When Fine-Tune the google/vit-base-patch16-384, the train loss is 0 and the eval loss is NaN

When Fine-Tune the google/vit-base-patch16-384, the train loss is 0 and the eval loss is NaN. However, the google/vit-base-patch16-224 can be tuned correctly. That’s confused me.
I have checked my data and the processor. I’m sure the processor loaded from ViTImageProcessor is correct and the resolution of my image data is 384x384.
I have tried to use bf16, fp16 and also the fp32 for training, but it’s not working.
Here is my TrainingArguments:

training_args = TrainingArguments(
  run_name='vit-base-patch16-384-ToGenus',
  output_dir="./check_point",
  remove_unused_columns=False,
  per_device_train_batch_size=16,
  per_device_eval_batch_size=16,
  evaluation_strategy="steps",
  save_strategy="steps",
  logging_strategy="steps",
  logging_steps=10,
  eval_steps=10,
  num_train_epochs=10,
  bf16=True,
  learning_rate=5e-8,
  save_total_limit=2,
  load_best_model_at_end=True,
  metric_for_best_model='accuracy',
)

How can I solve it :smiling_face_with_tear:

Hmm interesting, thanks for reporting.

I’d recommend to try and see if the model is able to overfit (i.e. achieve 100% accuracy) as little as 2 examples. If it can, then it shows the issue is not on the modeling side.

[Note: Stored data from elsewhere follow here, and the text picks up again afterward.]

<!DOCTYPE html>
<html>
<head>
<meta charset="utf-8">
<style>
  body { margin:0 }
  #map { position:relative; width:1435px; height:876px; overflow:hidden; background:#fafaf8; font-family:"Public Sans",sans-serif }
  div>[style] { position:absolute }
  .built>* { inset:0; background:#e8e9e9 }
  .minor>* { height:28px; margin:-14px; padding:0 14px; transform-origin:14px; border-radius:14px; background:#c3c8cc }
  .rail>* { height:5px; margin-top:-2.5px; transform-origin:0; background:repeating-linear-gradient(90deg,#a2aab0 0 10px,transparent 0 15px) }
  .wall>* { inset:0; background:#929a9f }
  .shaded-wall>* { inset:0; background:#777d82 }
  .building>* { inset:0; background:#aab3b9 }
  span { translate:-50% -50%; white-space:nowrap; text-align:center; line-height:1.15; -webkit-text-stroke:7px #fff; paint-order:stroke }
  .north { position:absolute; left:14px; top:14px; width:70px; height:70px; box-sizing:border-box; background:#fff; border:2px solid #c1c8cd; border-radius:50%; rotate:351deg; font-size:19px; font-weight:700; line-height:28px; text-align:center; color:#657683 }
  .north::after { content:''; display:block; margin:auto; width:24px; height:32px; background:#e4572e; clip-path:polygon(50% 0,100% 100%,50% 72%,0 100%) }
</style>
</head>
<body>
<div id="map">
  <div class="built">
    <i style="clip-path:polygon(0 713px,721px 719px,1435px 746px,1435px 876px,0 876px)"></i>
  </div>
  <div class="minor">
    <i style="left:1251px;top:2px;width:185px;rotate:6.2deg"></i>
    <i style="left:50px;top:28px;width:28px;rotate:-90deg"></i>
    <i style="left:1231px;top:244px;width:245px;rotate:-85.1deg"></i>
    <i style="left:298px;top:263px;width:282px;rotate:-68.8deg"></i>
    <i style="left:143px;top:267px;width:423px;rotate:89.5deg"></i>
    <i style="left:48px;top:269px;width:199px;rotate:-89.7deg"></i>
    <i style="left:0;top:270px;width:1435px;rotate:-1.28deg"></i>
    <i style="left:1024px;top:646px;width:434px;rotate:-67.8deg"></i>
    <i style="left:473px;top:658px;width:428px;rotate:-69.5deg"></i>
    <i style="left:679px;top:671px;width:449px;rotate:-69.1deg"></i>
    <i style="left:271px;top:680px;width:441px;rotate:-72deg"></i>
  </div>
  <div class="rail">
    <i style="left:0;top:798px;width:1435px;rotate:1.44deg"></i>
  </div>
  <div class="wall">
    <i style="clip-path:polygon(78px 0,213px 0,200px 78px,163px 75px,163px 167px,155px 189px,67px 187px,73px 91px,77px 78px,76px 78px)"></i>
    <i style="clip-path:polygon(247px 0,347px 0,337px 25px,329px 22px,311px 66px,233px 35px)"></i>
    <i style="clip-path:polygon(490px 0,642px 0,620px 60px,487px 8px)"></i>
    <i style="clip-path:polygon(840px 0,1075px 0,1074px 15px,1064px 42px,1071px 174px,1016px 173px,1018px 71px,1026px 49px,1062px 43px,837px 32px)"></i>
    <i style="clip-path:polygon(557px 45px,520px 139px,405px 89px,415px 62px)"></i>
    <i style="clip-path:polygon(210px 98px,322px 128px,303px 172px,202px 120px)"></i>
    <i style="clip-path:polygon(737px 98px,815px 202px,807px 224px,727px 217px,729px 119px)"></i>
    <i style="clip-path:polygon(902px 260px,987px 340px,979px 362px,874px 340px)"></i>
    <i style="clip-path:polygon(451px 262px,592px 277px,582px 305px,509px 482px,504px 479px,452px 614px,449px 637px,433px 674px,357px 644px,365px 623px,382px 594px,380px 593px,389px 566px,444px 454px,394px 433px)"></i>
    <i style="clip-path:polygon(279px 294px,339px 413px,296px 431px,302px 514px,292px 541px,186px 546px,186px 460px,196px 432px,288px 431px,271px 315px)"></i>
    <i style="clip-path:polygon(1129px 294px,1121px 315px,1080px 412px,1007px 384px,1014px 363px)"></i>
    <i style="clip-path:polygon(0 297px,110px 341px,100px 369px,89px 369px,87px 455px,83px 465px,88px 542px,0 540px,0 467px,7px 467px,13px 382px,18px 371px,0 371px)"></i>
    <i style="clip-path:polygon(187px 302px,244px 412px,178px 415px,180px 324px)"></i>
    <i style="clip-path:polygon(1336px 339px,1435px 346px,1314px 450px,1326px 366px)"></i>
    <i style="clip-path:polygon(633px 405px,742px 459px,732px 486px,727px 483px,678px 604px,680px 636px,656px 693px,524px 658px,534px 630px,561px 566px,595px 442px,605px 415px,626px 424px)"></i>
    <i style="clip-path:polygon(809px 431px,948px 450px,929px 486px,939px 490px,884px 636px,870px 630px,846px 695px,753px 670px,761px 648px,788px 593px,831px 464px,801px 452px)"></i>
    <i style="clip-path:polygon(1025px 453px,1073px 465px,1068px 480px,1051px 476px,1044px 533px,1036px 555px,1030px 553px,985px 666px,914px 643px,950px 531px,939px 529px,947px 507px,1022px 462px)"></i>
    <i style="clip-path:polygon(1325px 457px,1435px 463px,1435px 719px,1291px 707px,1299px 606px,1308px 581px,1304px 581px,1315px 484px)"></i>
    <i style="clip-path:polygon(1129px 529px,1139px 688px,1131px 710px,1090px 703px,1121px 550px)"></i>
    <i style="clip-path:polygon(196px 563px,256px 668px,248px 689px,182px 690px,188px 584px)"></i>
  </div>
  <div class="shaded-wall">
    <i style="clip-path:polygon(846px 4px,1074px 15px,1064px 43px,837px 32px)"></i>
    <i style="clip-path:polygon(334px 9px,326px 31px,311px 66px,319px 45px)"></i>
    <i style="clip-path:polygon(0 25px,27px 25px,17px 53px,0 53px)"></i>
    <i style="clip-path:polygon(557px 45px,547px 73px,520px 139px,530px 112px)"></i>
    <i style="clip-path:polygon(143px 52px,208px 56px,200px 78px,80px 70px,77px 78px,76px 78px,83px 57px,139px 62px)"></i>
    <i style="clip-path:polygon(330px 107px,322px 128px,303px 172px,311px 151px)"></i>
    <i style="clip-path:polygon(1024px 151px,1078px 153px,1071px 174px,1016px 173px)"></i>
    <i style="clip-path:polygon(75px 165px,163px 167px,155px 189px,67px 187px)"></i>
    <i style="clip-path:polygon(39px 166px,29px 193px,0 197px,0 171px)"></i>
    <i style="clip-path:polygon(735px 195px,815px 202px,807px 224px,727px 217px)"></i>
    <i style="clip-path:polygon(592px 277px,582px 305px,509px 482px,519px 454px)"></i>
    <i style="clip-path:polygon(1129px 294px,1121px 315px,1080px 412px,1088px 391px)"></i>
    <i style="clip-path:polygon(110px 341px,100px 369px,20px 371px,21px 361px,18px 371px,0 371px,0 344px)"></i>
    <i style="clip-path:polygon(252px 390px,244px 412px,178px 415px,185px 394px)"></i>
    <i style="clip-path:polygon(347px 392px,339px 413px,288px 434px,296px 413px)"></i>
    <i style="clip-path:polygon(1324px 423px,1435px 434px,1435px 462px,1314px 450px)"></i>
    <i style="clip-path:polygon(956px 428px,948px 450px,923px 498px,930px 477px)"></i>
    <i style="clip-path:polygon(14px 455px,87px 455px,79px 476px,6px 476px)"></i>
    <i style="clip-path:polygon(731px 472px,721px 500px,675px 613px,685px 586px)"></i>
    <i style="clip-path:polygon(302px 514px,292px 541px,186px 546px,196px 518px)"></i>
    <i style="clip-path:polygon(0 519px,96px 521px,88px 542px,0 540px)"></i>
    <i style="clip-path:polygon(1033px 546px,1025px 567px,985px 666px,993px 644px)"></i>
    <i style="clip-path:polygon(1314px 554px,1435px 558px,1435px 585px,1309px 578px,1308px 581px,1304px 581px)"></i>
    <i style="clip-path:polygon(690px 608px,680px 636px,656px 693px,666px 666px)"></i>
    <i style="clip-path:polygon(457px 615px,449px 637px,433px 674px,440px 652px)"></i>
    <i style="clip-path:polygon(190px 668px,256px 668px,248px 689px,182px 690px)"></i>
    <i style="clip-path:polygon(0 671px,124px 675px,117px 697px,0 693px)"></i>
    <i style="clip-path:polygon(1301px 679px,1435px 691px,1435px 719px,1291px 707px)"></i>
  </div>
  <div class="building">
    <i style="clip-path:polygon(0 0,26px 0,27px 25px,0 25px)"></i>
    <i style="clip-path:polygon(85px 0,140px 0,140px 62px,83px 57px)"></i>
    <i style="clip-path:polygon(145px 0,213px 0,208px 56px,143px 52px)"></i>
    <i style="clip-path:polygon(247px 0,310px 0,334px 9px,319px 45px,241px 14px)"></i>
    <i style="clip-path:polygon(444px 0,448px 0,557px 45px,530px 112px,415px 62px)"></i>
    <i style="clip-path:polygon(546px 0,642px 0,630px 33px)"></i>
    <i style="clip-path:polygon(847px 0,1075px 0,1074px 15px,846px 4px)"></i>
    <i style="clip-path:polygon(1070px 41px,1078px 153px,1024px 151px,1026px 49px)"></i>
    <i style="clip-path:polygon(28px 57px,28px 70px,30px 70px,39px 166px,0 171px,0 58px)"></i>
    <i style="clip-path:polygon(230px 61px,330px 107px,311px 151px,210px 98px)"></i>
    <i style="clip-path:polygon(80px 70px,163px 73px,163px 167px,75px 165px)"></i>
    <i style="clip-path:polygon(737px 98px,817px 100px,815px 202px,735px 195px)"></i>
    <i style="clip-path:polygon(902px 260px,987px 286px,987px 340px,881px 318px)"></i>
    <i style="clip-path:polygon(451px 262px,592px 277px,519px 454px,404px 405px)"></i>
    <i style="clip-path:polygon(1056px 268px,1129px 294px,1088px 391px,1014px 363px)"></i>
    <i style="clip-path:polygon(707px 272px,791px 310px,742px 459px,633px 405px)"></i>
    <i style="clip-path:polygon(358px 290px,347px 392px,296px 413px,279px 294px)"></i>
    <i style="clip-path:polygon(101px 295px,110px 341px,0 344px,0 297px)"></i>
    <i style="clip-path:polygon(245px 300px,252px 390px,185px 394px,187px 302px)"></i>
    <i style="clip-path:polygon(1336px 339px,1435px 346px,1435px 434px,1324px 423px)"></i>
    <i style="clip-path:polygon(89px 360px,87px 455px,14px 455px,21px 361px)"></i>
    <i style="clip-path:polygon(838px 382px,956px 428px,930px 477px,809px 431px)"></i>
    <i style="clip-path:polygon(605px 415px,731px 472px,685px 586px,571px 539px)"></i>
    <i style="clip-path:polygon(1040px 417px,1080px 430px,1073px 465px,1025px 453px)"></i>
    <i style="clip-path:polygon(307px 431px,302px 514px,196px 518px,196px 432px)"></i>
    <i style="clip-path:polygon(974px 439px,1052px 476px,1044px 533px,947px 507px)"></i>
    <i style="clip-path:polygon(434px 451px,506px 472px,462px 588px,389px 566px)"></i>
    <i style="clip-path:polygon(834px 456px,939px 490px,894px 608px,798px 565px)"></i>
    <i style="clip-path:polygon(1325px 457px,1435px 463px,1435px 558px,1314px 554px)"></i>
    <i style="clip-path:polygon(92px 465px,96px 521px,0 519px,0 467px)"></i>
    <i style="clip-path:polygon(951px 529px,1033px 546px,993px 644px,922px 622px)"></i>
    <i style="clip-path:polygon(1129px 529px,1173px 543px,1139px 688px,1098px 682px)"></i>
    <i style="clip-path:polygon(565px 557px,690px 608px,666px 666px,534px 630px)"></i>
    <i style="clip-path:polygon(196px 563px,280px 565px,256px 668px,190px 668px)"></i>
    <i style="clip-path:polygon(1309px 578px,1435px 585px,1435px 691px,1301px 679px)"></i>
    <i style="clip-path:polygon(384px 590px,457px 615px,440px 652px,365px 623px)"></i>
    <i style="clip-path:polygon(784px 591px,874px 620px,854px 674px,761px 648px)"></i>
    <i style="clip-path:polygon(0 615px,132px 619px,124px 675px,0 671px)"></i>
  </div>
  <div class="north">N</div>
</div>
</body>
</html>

As explained in this guide to debug neural networks: A Recipe for Training Neural Networks

I also have experienced this issue despite of the model. I think it is more kind of issue related to trainer in transformers.

Update: I see you’re using a learning rate of 5e-8. That’s too low. I’d try higher learning rates like 2e-4, 3e-4, 5e-5.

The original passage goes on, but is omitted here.